_GIVEN INFORMATION:_

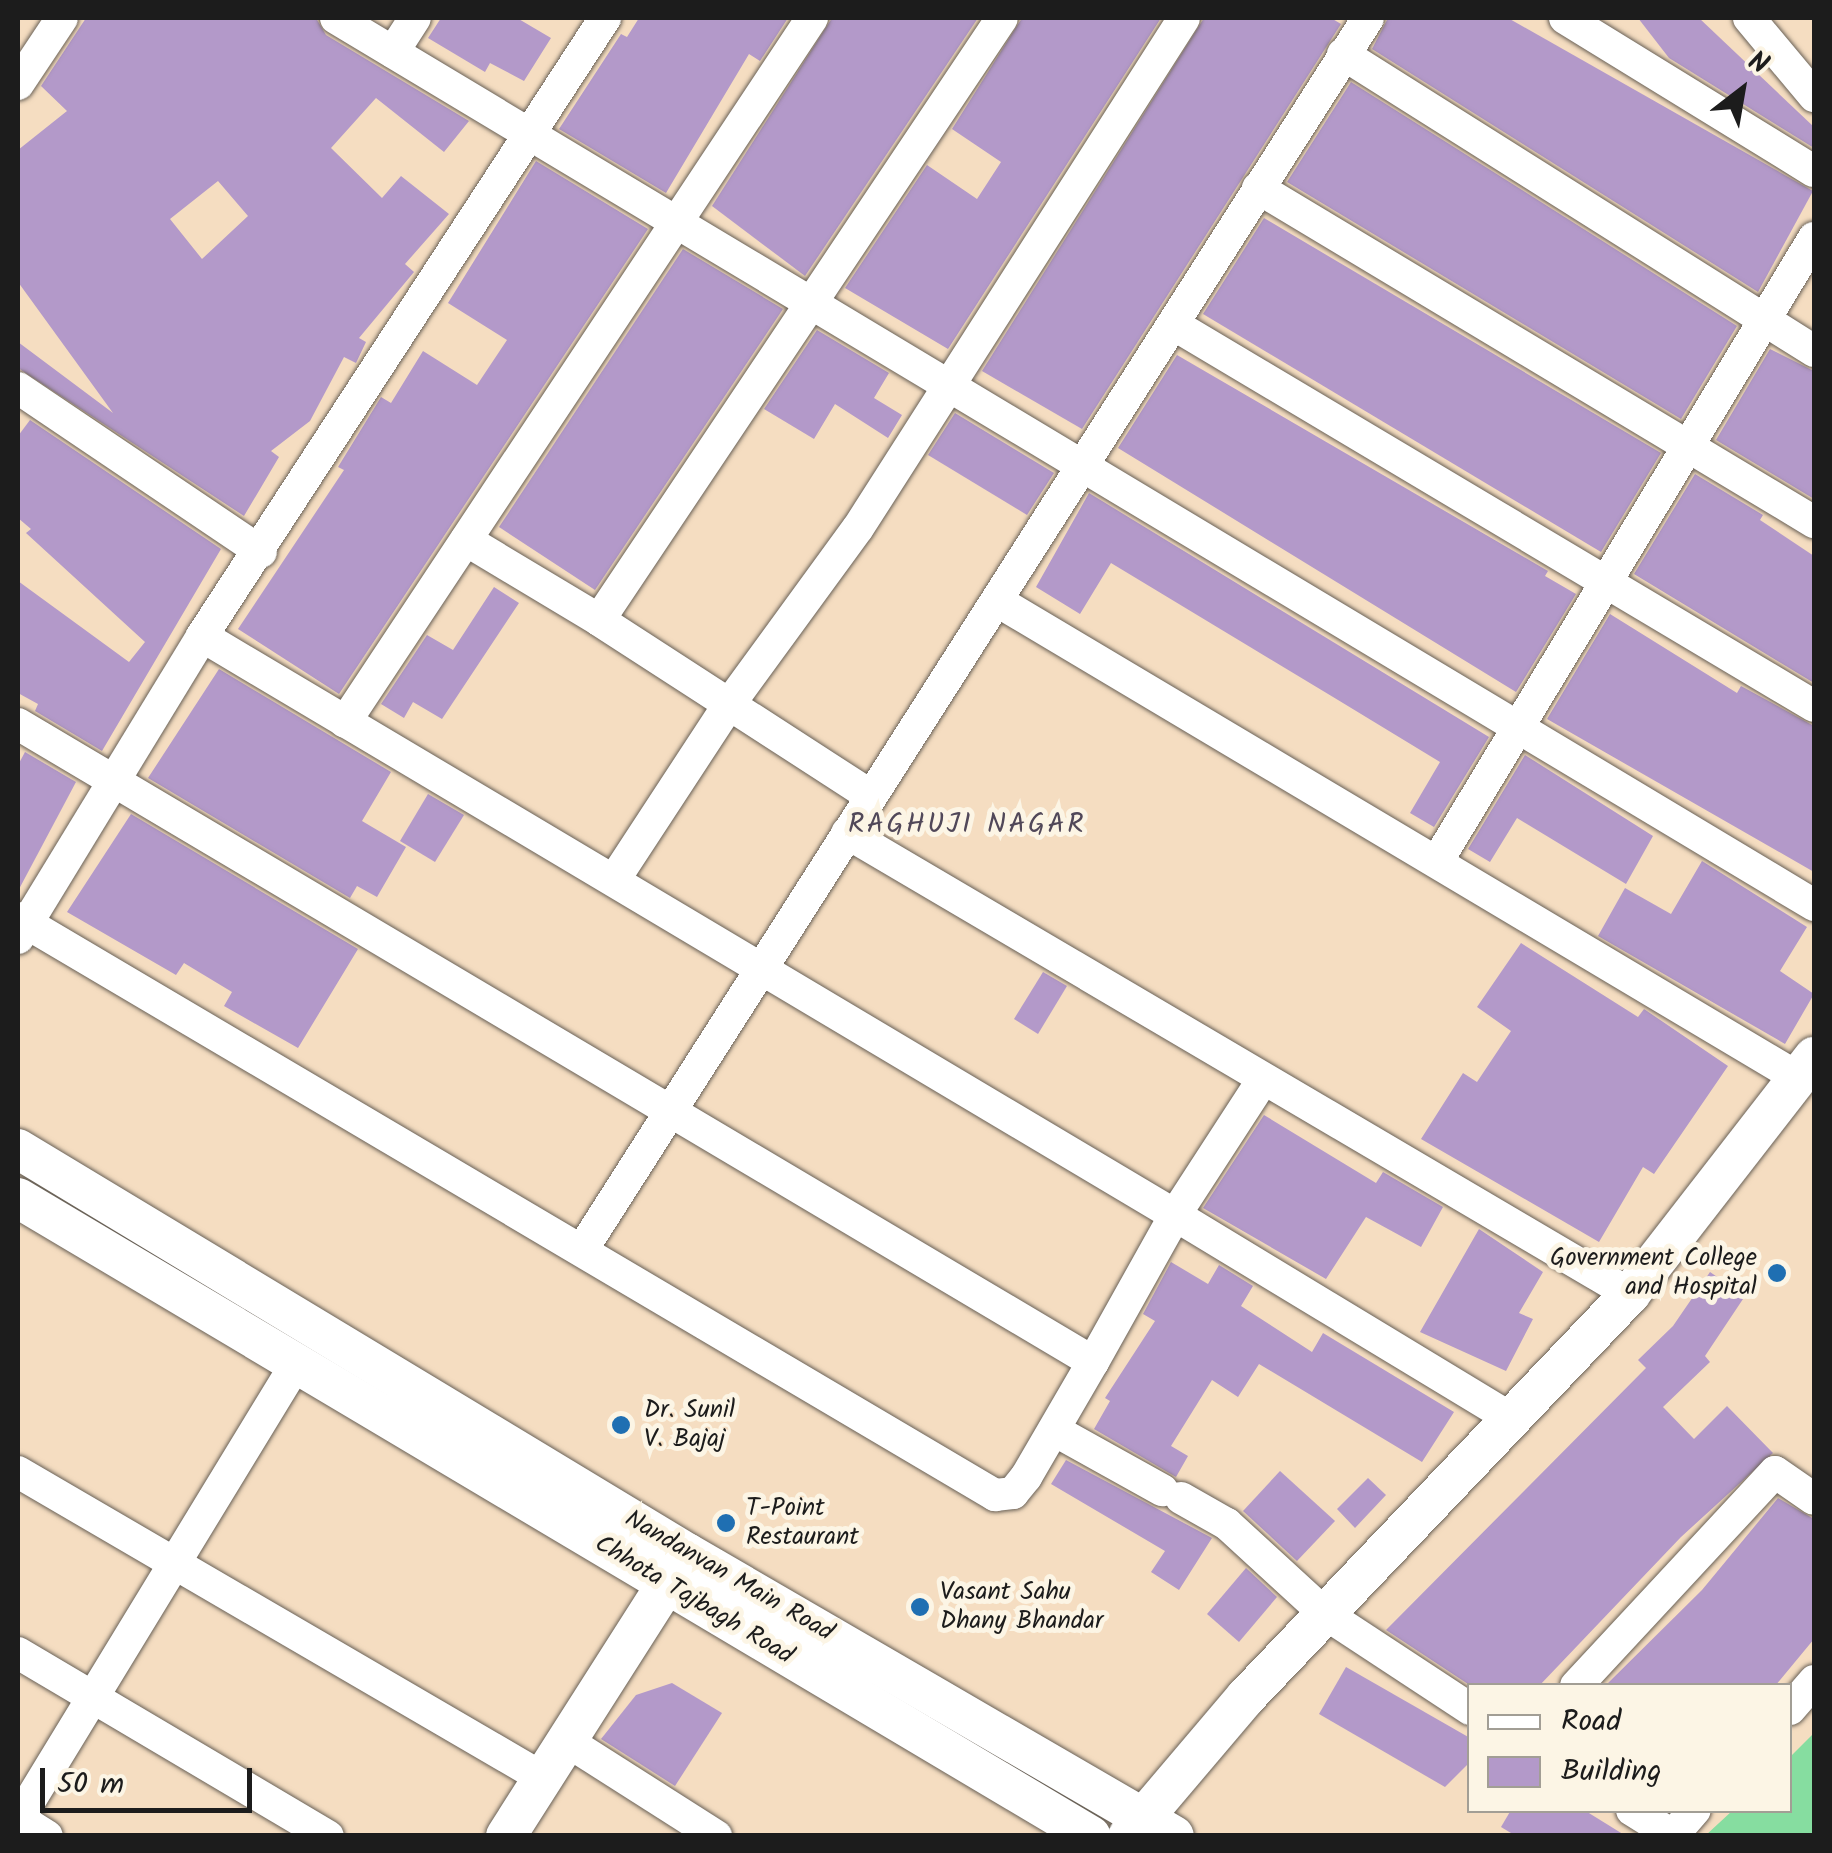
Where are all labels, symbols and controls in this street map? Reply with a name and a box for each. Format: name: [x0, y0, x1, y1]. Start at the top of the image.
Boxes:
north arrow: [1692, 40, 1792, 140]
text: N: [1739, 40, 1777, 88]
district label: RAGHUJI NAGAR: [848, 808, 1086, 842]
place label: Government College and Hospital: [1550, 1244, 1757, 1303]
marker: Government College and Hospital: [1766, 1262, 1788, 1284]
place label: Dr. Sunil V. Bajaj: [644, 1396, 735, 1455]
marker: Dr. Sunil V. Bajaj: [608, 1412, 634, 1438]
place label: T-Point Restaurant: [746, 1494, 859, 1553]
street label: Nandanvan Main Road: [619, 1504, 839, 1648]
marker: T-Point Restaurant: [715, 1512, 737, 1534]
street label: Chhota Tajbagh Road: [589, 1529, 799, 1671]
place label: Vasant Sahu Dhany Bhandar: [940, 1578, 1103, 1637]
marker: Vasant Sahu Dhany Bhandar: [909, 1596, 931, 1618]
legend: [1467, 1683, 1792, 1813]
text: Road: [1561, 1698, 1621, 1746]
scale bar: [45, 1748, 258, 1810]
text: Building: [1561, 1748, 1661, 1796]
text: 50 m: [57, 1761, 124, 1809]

---

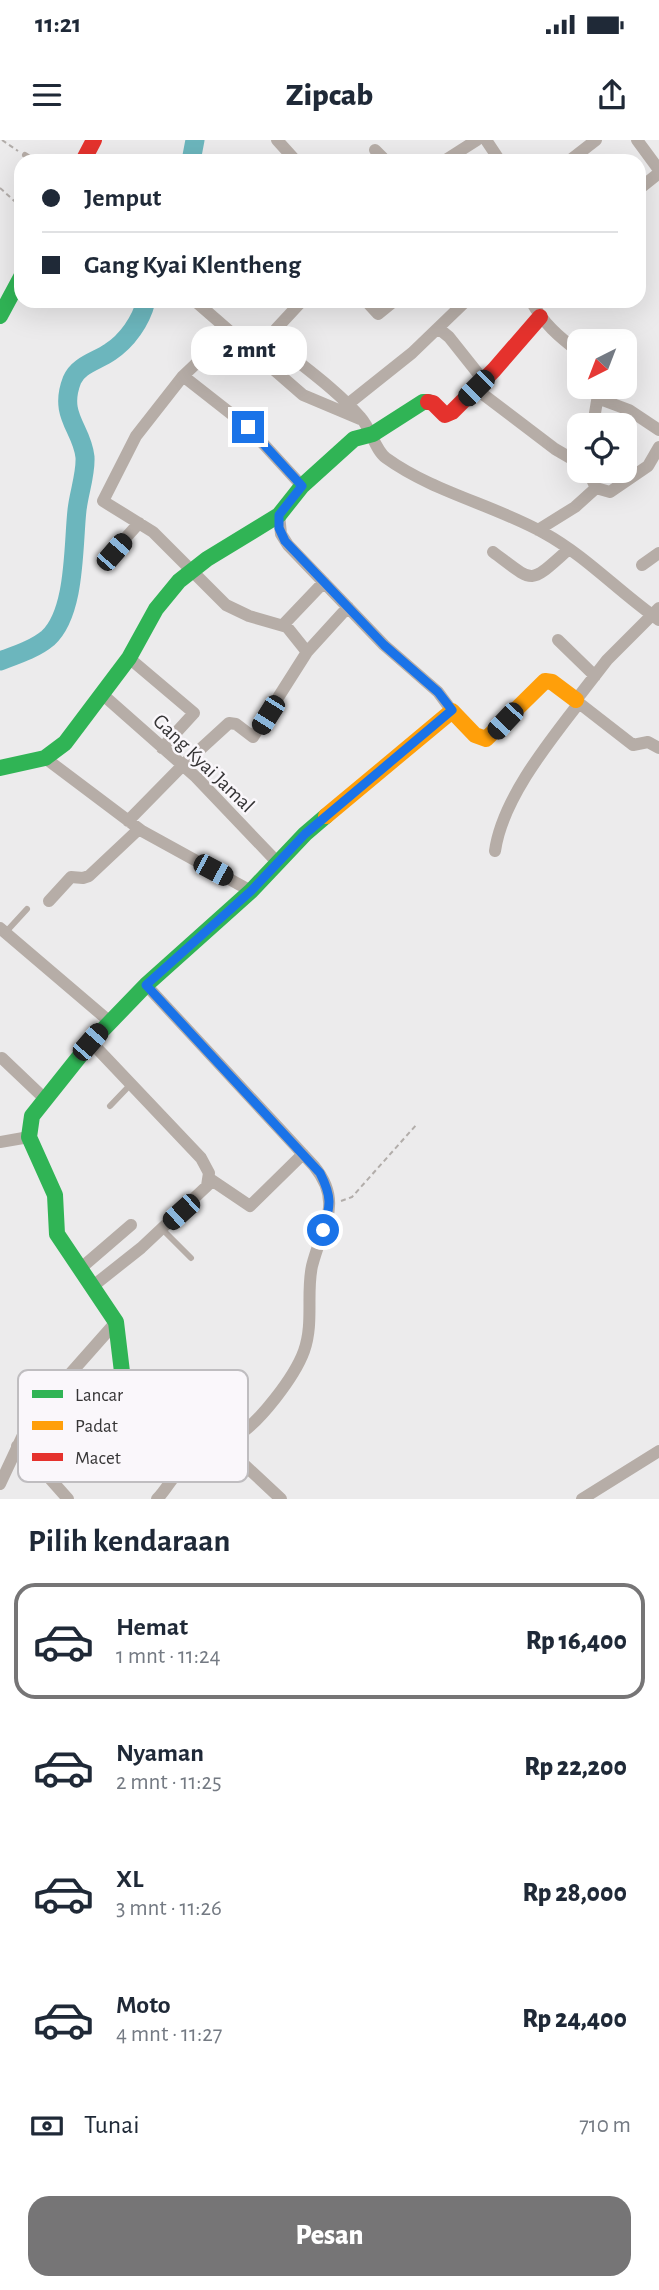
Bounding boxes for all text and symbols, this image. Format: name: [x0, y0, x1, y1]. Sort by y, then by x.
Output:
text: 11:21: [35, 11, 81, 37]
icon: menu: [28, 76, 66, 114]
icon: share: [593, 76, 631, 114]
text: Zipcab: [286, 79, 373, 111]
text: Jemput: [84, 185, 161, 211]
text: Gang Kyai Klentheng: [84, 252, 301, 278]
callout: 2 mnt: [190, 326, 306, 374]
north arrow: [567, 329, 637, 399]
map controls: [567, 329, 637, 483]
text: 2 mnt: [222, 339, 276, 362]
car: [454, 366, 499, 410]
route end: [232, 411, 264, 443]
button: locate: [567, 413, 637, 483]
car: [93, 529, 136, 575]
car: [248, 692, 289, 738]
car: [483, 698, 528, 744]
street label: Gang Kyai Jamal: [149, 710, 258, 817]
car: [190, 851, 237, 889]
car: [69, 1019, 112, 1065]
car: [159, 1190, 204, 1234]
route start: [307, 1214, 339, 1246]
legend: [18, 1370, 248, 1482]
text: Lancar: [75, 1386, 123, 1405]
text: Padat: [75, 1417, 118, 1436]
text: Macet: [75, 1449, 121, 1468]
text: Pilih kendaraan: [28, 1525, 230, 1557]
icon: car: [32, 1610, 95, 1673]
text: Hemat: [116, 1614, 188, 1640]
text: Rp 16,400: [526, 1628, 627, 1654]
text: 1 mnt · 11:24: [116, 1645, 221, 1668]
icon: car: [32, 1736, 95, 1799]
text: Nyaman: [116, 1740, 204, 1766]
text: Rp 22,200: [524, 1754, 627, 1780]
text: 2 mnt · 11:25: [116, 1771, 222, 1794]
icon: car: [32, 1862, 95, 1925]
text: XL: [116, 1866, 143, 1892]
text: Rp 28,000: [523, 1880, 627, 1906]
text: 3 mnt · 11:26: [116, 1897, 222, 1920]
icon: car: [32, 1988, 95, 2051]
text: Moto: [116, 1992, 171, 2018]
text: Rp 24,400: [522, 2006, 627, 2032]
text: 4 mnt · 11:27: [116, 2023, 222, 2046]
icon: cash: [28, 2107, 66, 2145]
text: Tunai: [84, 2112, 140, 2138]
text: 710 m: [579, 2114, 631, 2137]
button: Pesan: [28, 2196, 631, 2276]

_EXERCISE PROMPT:_ Pick out, from the lines above, every one that contains the string "name".

_TASK OUTPUT:_
Where are all labels, symbols and controls in this street map? Reply with a name and a box for each. Format: name: [x0, y0, x1, y1]. Start at the top of the image.
Bounding boxes for all text and symbols, this image. Format: name: [x0, y0, x1, y1]. Sort by y, then by x.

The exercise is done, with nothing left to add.